The most common claim of the anti-money laundering advocates is that anti-money laundering tools, such as Currency Transaction Reports, Suspicious Activity Reports, and asset forfeitures are needed to stop illegal drug trafficking. Most objective observers of the “war on drugs” acknowledge that the war is not being won and, at best, is a stalemate. For instance, the Governor of New Mexico, Gary Johnson, recently wrote in the New York Times (Dec. 30, 2000):
I’m neither soft on crime nor pro-drugs in any sense. Yet when I ask whether our costly, protracted war on drugs has made the world safer for our children, I must answer no. The federal anti-drug budget in 1980 was roughly $1 billion. By 2000, that number had climbed to nearly $20 billion, with the states spending at least that much. Yet according to the federal government’s own research, drugs are cheaper, purer and more readily available than ever before.
Governor Johnson’s skepticism is shared by many knowledgeable and thoughtful people across the political spectrum, including former Secretary of State George Shultz and Nobel Prize winning economist Milton Friedman, who believe drugs should be decriminalized.
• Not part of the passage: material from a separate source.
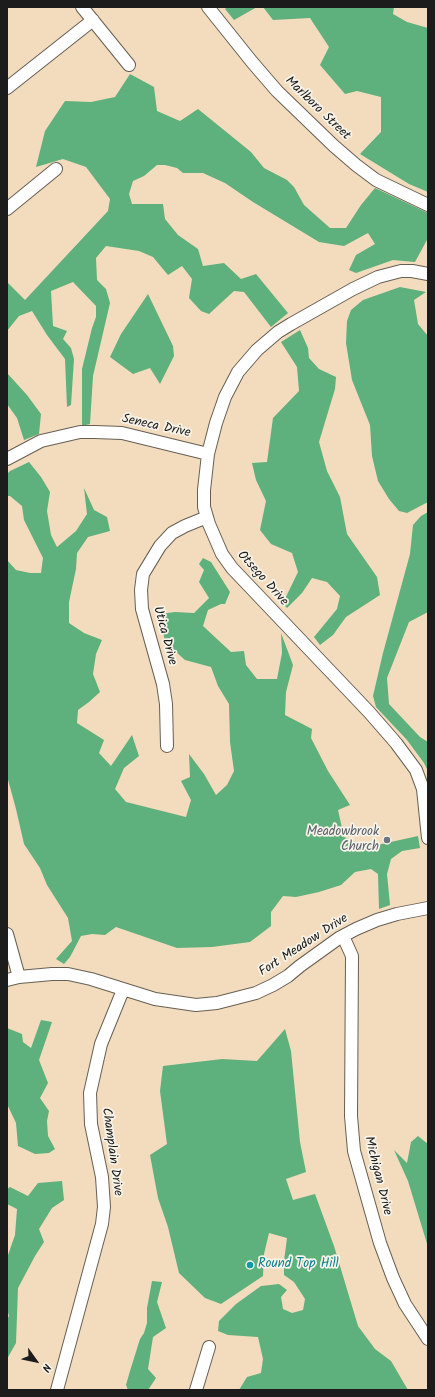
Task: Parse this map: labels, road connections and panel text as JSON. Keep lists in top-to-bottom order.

Those who call for decriminalization are not denying that drugs destroy the lives of many people and cause great harm to society. They are merely arguing that the war on drugs, including the war on money laundering, has many more negatives than positives.
The anti-money laundering laws certainly have made life more inconvenient for drug dealers, but not so inconvenient as to get them to change their ways. Part of the reason is that fewer than 1,000 people per year have been convicted of money laundering in the US since it became illegal. The amount of money confiscated is a tiny fraction of 1% of the total amount of money the government says is laundered each year. (It is worth noting that other governments, such as the UK, have been no more successful than the US in this endeavor.) In sum, the deterrent effect is almost nil. Laundering money is a far easier task than smuggling literally thousands of tons of marijuana plus vast quantities of other illegal drugs into the US each year.
The curse of the drug culture is not going to be stopped with sporadic attacks on drug supplies or increases in anti-money laundering activities. At times, after listening to those who advocate doing more of what clearly doesn’t work, one cannot help but wonder what they might be smoking. The drug war is only going to be won by substantially reducing the demand for drugs, which is an educational task, not a police task.
Another common reason given in favor of anti-money laundering activities is to reduce various sorts of crimes such as kidnappings, smuggling and racketeering. However, the empirical evidence indicates that anti-money laundering (and anti-drug) laws have, in fact, stimulated kidnappings, smuggling and racketeering. Kidnappings are soaring in parts of Latin America, particularly Colombia, to many thousands per year, largely because of the drug war. Yet, at the same time, honest individuals are having increasing difficulties hiding their assets from potential kidnappers, corrupt governments, and other criminals because of the anti-money laundering laws and regulations. In fact, a whole new criminal industry has grown up because of these laws and regulations––the money laundering industry. We now know that much of what we call organized crime began during Prohibition, which gave rise to the bootlegging industry. Like Prohibition, what is happening is a classic case of the police creating an increased demand for their services by inventing new crimes which, in turn, creates a new criminal industry to evade the new laws.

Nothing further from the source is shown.